Jean-Marc Vecrin, coordinateur de la CFDT ArcelorMittal en France, a annoncé le 9 février que le syndicat boycottera la visite d’Emmanuel Macron sur le site d’ArcelorMittal à Dunkerque, prévue pour le 10 février. Cette décision intervient après des annonces de suppressions de postes au sein de l’entreprise, une situation que le syndicat dénonce vigoureusement, rapporte TopTribune.

Lors de sa visite, le président de la République doit échanger avec les 400 salariés de l’usine de Mardyck, où il est attendu qu’il annonce un chantier de décarbonation, incluant le lancement d’un nouveau four électrique. Cependant, Jean-Marc Vecrin a déclaré que ce déplacement est perçu comme une simple opération de communication et qu’il n’a « rien à dire » au chef de l’État, ajoutant que cela « les dérange ».

Vecrin a exprimé son mécontentement face à l’absence d’Emmanuel Macron lors d’annonces précédentes sur la réduction d’effectifs, affirmant que le boycott est le résultat d’une réflexion approfondie.
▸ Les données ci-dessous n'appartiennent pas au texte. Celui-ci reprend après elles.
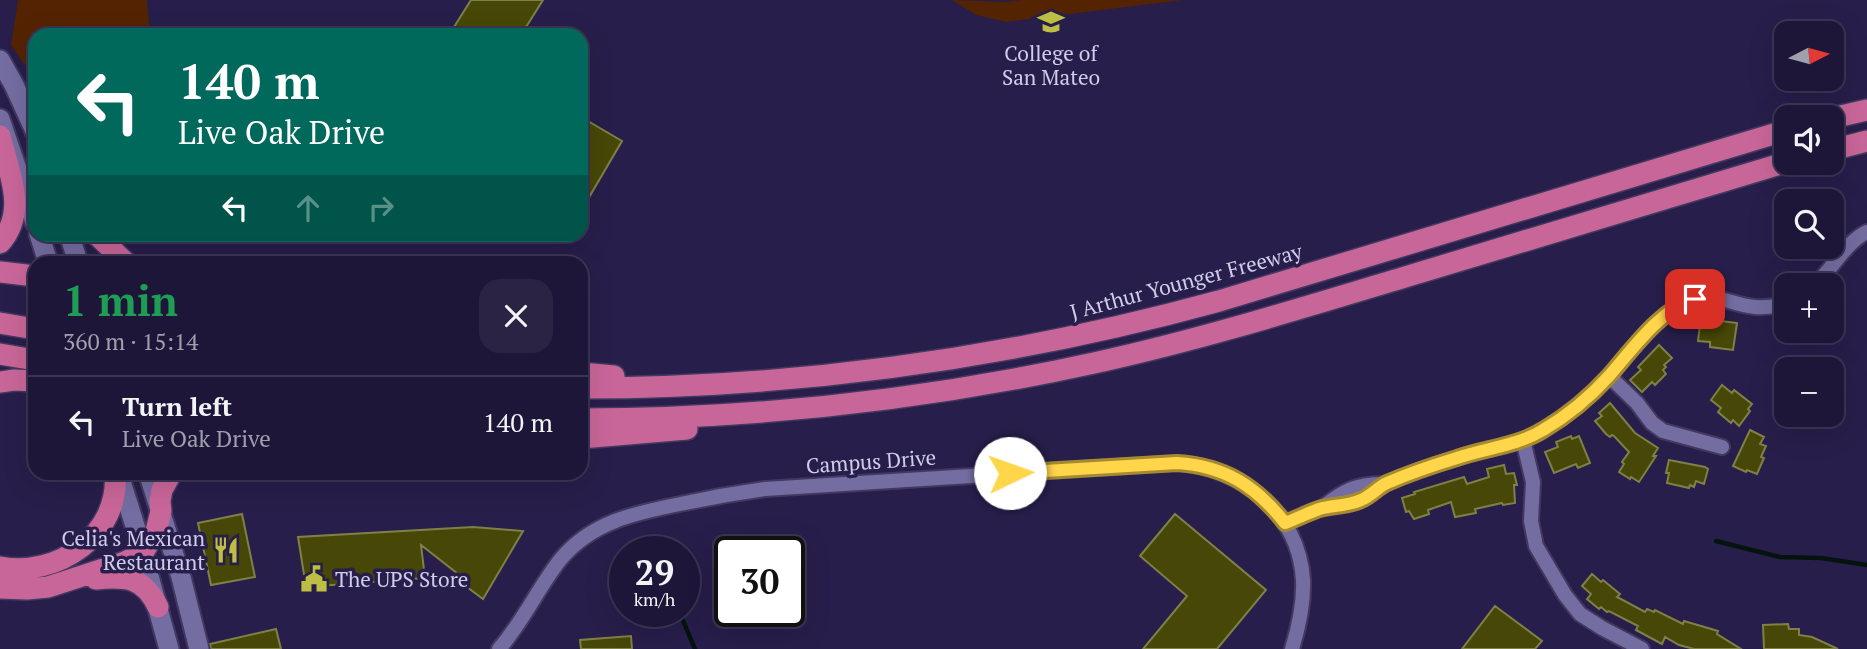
<!DOCTYPE html>
<html lang="en">
<head>
<meta charset="utf-8">
<style>
	:root { --surface:#1d1638; --page:#2a2343; --text:#f1f3f6; --muted:#a09fae; --line:#3b3553 }
	body { margin:0; font-family:"PT Serif",serif; background:var(--page); color:var(--text); height:100vh; display:flex; flex-direction:column; font-size:26px; white-space:nowrap }
	* { box-sizing:border-box; margin:0 }
	p { font-size:23px; color:var(--muted) }
	.icon { flex:none; width:38px; height:38px; fill:none; stroke:currentColor; stroke-width:2; stroke-linecap:round; stroke-linejoin:round }
	.map { position:relative; flex:1; overflow:hidden }
	.details { position:absolute; left:28px; top:256px; width:560px; height:224px; display:flex; flex-direction:column; background:var(--surface); border-radius:21px; box-shadow:0 7px 28px #0002,0 0 0 2px var(--line) }
	.details>* { flex:none }
	.guide { position:absolute; left:28px; top:28px; width:560px; height:214px; border-radius:21px; box-shadow:0 7px 28px #0002,0 0 0 2px var(--line); background:#00695c; color:#fff; overflow:hidden }
	.needle { width:46px; rotate:84deg }
	.controls { position:absolute; left:1774px; top:21px; display:grid; gap:14px }
	.controls a { display:grid; place-items:center; width:70px; height:70px; border-radius:14px; background:var(--surface); box-shadow:0 7px 28px #0002,0 0 0 2px var(--line); font-size:35px }
	.speed { position:absolute; left:609px; top:536px; display:flex; gap:14px; font-size:35px; font-weight:700; text-align:center }
	.speed>* { display:grid; place-content:center; width:91px; height:91px; border-radius:50%; background:var(--surface); box-shadow:0 7px 28px #0002,0 0 0 2px var(--line); line-height:1 }
	.speed small { font-size:18px; font-weight:400 }
	.speed .limit { border:4px solid #111; border-radius:10px; background:#fff; color:#111 }
	.pin { position:absolute; display:grid; place-items:center; width:60px; height:60px; color:#fff; margin:-30px; border-radius:14px; box-shadow:0 4px 10px #0006 }
	.me { position:absolute; width:77px; margin:-38px; rotate:87deg; stroke-linejoin:round; filter:drop-shadow(0 0 5px #0008) }
	.turn { display:flex; align-items:center; gap:24px; height:147px; padding:0 35px; font-size:32px }
	.turn .icon { width:91px; height:91px; stroke-width:2.5 }
	.turn b { display:block; font-size:49px; line-height:60px }
	.lanes { display:flex; align-items:center; height:66px; padding:0 35px; background:#0003; justify-content:center; gap:35px; direction:ltr }
	.lanes .off { opacity:.35 }
	.round { display:grid; place-items:center; flex:none; width:74px; height:74px; border-radius:21px; background:var(--page) }
	.headline { display:flex; align-items:center; justify-content:space-between; height:119px; padding:0 35px }
	h1 { font-size:42px; font-weight:700; line-height:52px; color:#1e9e55 }
	ul { padding:0; list-style:none }
	li { display:flex; align-items:center; gap:21px; height:91px; padding:0 35px; border-top:2px solid var(--line) }
	li div { flex:1 }
	li b { display:block; font-size:26px }
	li em { font-style:normal }
	.map>svg:first-child { display:block }
</style>
</head>
<body>
<div class="map">
<svg width="1867" height="649" viewBox="0 0 1867 649">
	<rect width="100%" height="100%" fill="#271e4b"/>
	<!-- green -->
	<path fill="#542302" d="M18,0H147L150,35H35V79L11,45Z
		M952,0L1006,2L1022,0H1183L1006,22L976,15Z"/>
	<g fill="none" stroke-linecap="round" stroke-linejoin="round">
		<!-- stream -->
		<path stroke="#05130e" stroke-width="4.5" d="M1716,541L1780,557L1821,558L1867,565
			M679,611L695,649"/>
	</g>
	<!-- building -->
	<path fill="#474707" stroke="#7f8046" stroke-width="2" d="M471,0H543L521,35H449Z
		M581,117L622,141L581,211Z
		M1713,320L1737,323L1733,350L1710,347V342L1698,341L1700,324L1712,325Z
		M1659,345L1672,358L1664,365L1666,367L1663,370L1666,374L1655,385L1652,382L1642,392L1630,380L1641,370L1638,367Z
		M1722,385L1732,393L1734,390L1752,404L1748,409L1750,411L1739,426L1733,420L1731,423L1718,412L1721,408L1711,400Z
		M1610,403L1635,433L1658,448L1653,456H1656L1639,482L1631,477L1630,479L1619,472L1624,464L1622,462L1629,452L1614,436L1612,435L1610,437L1606,434L1595,421L1602,416L1599,413Z
		M1750,430L1764,437L1760,444L1766,446L1761,457L1764,458L1757,474L1747,470L1746,472L1733,466Z
		M1571,436L1572,439L1579,436L1590,463L1578,468L1576,464L1554,473L1545,452L1558,447L1556,442Z
		M1669,460L1705,467L1708,469L1704,484L1696,481L1694,487L1690,485L1689,488L1667,483L1669,473H1666Z
		M1504,465L1506,474L1514,473L1517,485H1514L1515,503L1503,505L1502,503L1475,509L1476,513L1455,517L1451,502L1428,510L1429,514L1414,519L1409,511L1406,512L1402,498L1415,494L1414,492L1464,477L1467,484L1489,477L1487,469Z
		M242,514L255,577L211,585L198,523Z
		M1175,514L1266,590L1217,649H1143L1187,596L1140,556Z
		M473,527L523,531L483,599L455,578L458,574L421,545L425,578L306,587L298,537Z
		M1592,574L1601,582L1603,580L1620,594L1617,597L1645,612L1647,609L1654,612L1655,610L1683,624L1684,621L1718,631L1717,634L1741,649H1694L1679,645L1665,637L1662,644L1636,630L1638,626L1609,611L1607,612L1601,607L1599,609L1587,599L1591,594L1582,586Z
		M1495,606L1542,641L1535,649H1462Z
		M1788,624L1789,629H1799V635L1812,637L1838,649H1764L1763,625Z
		M276,629L281,649H211L210,644Z
		M631,636L632,649H581L580,640Z"/>
	<g fill="none" stroke-linecap="round" stroke-linejoin="round">
		<!-- minor casing -->
		<g stroke="#433960" stroke-width="18">
			<path id="minor" d="M1815,285C1832,269 1847,241 1867,232
				M1609,376L1637,403L1652,423L1663,431L1722,447
				M1523,440L1533,482L1531,521L1536,546L1565,595L1580,614L1602,628L1642,649
				M1322,508C1344,490 1356,484 1384,484
				M1285,523C1297,518 1311,510 1324,508C1337,506 1349,506 1361,500C1370,496 1377,487 1387,483C1409,473 1434,465 1457,458C1485,448 1516,447 1542,431C1566,416 1588,398 1608,377C1629,354 1658,313 1688,301C1715,291 1731,305 1755,307C1766,308 1777,306 1787,303
				M499,649C523,622 538,588 560,560C591,522 635,513 680,504C708,498 736,493 765,489L1177,463C1241,467 1299,513 1303,580C1304,604 1299,626 1292,649"/>
		</g>
		<!-- secondary casing -->
		<g stroke="#433960" stroke-width="23">
			<path id="secondary" d="M0,60L14,85L35,131
				M0,119L35,222
				M39,234L48,262
				M69,234L78,262
				M118,472L136,529L169,649
				M148,472L181,577L199,649"/>
		</g>
		<!-- motorway casing -->
		<g stroke="#433960" stroke-width="24">
			<path id="motorway" d="M1832,118L1867,110
				M0,136C9,172 28,212 0,243
				M1832,150L1867,141
				M96,234L125,262
				M0,272L35,276
				M0,323L35,329
				M0,354L35,360
				M581,373L614,376
				M0,382L14,380L35,381
				M581,388C797,388 1011,358 1219,301L1787,130
				M581,419C753,419 925,400 1094,363C1199,340 1302,308 1405,277C1532,239 1660,200 1787,162
				M581,438L687,429
				M0,567C57,578 121,535 115,472
				M96,579C126,576 144,577 158,607
				M0,588L27,589L48,587L125,562L143,553L156,531L161,511L160,501L162,490L172,472"/>
		</g>
		<!-- minor -->
		<use href="#minor" stroke="#746da1" stroke-width="14"/>
		<!-- secondary -->
		<use href="#secondary" stroke="#746da1" stroke-width="19"/>
		<!-- motorway -->
		<use href="#motorway" stroke="#c96699" stroke-width="21"/>
	</g>
	<g fill="none" stroke-linecap="round" stroke-linejoin="round">
		<!-- route casing -->
		<g stroke="#a68a30" stroke-width="18">
			<path id="route" d="M1010,473L1177,463C1225,466 1256,486 1285,523C1296,519 1308,513 1319,509C1333,505 1348,506 1361,500C1371,496 1378,487 1387,483C1410,473 1434,465 1457,458C1486,448 1517,446 1543,430C1567,416 1590,397 1609,376C1632,350 1660,309 1695,299"/>
		</g>
		<!-- route -->
		<use href="#route" stroke="#ffd54a" stroke-width="12"/>
	</g>
	<!-- icons -->
	<defs>
		<g id="university-bare" transform="scale(2.1)"><path d="M0-5L7-2L0 1L-7-2ZM-4 1L0 2.5L4 1V4Q0 6-4 4Z" fill="#bebf42" stroke="#271e4b" stroke-width="2.5" paint-order="stroke"/></g>
		<g id="restaurant-bare" transform="scale(2.1)"><path d="M-5-6h1v4h1v-4h1v4h1v-4h1v5L-1.5 .5V6h-2V.5L-5-1ZM5-6V6H3V1.5H1.5Q1.5-4 5-6Z" fill="#bebf42" stroke="#271e4b" stroke-width="2.5" paint-order="stroke"/></g>
		<g id="civic-bare" transform="scale(2.1)"><path d="M-.6-6.5H3V-4.5H.6V-3L4-1V1h2V6H-6V1h2V-1L-.6-3ZM-1.2 2.5V6h2.4V2.5Z" fill="#bebf42" stroke="#271e4b" stroke-width="2.5" paint-order="stroke"/></g>
	</defs>
	<g fill-rule="evenodd">
		<use href="#university-bare" x="1051" y="22"/>
		<use href="#restaurant-bare" x="226" y="550"/>
		<use href="#civic-bare" x="314" y="579"/>
	</g>
	<g text-anchor="middle" dominant-baseline="central" stroke-width="7" stroke-linejoin="round" paint-order="stroke">
		<!-- poi labels -->
		<g font-size="21" fill="#d0cdea" stroke="#271e4b">
			<text x="1051" y="53">College of<tspan x="1051" dy="24">San Mateo</tspan></text>
			<text x="205" y="538" text-anchor="end">Celia's Mexican<tspan x="205" dy="24">Restaurant</tspan></text>
			<text x="335" y="579" text-anchor="start">The UPS Store</text>
		</g>
		<!-- street labels -->
		<g font-size="21" fill="#d0cdea" stroke="#271e4b">
			<text transform="translate(1186 281) rotate(-15)">J Arthur Younger Freeway</text>
			<text transform="translate(871 461) rotate(-4)">Campus Drive</text>
		</g>
	</g>
</svg>
<div class="controls">
<a><svg class="needle" viewBox="-14 -14 28 28"><path d="M0-13l5 13h-10z" fill="#e53935"/><path d="M0 13l5-13h-10z" fill="#a09fae"/></svg></a>
<a><svg class="icon" aria-label="sound" viewBox="0 0 24 24"><path d="M4 9h4l5-4v14l-5-4H4zM17 9q2 3 0 6"/></svg></a>
<a><svg class="icon" aria-label="search" viewBox="0 0 24 24"><circle cx="10" cy="10" r="6"/><path d="M15 15l6 6"/></svg></a>
<a>+</a>
<a>−</a>
</div>
<div class="speed"><div>29<small>km/h</small></div><div class="limit">30</div></div>
<div class="pin" style="left:1695px;top:299px;background:#d93025"><svg class="icon" aria-label="arrive" viewBox="0 0 24 24"><path d="M6 21V4h12l-3 4 3 4H6"/></svg></div>
<svg class="me" style="left:1010px;top:473px" viewBox="-20 -20 40 40"><circle r="19" fill="#fff"/><path d="M0-13L10 11 0 6-10 11z" fill="#ffd54a"/></svg>
<div class="guide">
<div class="turn"><svg class="icon" aria-label="left" viewBox="0 0 24 24"><path d="M17 20v-9H6M10 6l-5 5 5 5"/></svg><div><b>140 m</b>Live Oak Drive</div></div>
<div class="lanes"><svg class="icon" aria-label="left" viewBox="0 0 24 24"><path d="M17 20v-9H6M10 6l-5 5 5 5"/></svg><svg class="icon off" aria-label="ahead" viewBox="0 0 24 24"><path d="M12 20V5M6 11l6-6 6 6"/></svg><svg class="icon off" aria-label="right" viewBox="0 0 24 24"><path d="M7 20v-9h11M14 6l5 5-5 5"/></svg></div>
</div>
<section class="details">
<div class="headline"><div><h1>1 min</h1><p>360 m · 15:14</p></div><a class="round"><svg class="icon" aria-label="close" viewBox="0 0 24 24"><path d="M6 6l12 12M18 6L6 18"/></svg></a></div>
<ul>
<li><svg class="icon" aria-label="left" viewBox="0 0 24 24"><path d="M17 20v-9H6M10 6l-5 5 5 5"/></svg><div><b>Turn left</b><p>Live Oak Drive</p></div><em>140 m</em></li>
</ul>
</section>
</div>
</body>
</html>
Il a précisé qu’il est « inacceptable » de soutenir des initiatives alors que des licenciements sont en cours dans le groupe.

Il a également souligné qu’il se serait rendu à la rencontre du président si celui-ci avait proposé des mesures concrètes pour soutenir l’industrie locale, telles qu’un investissement dans le nouveau four tout en annonçant la fin des délocalisations des fonctions support vers l’Inde. « On ne peut pas cautionner cela », a-t-il affirmé, réclamant de la part du président des engagements fermes pour garantir un avenir pour l’acier et pour les salariés en France.

En parallèle, le groupe ArcelorMittal envisage de nouvelles délocalisations qui pourraient toucher plusieurs milliers d’emplois en France, une annonce faite fin janvier lors d’un conseil d’entreprise européen extraordinaire. En 2025, l’entreprise a déjà supprimé 608 postes, tant dans les fonctions support que dans la production.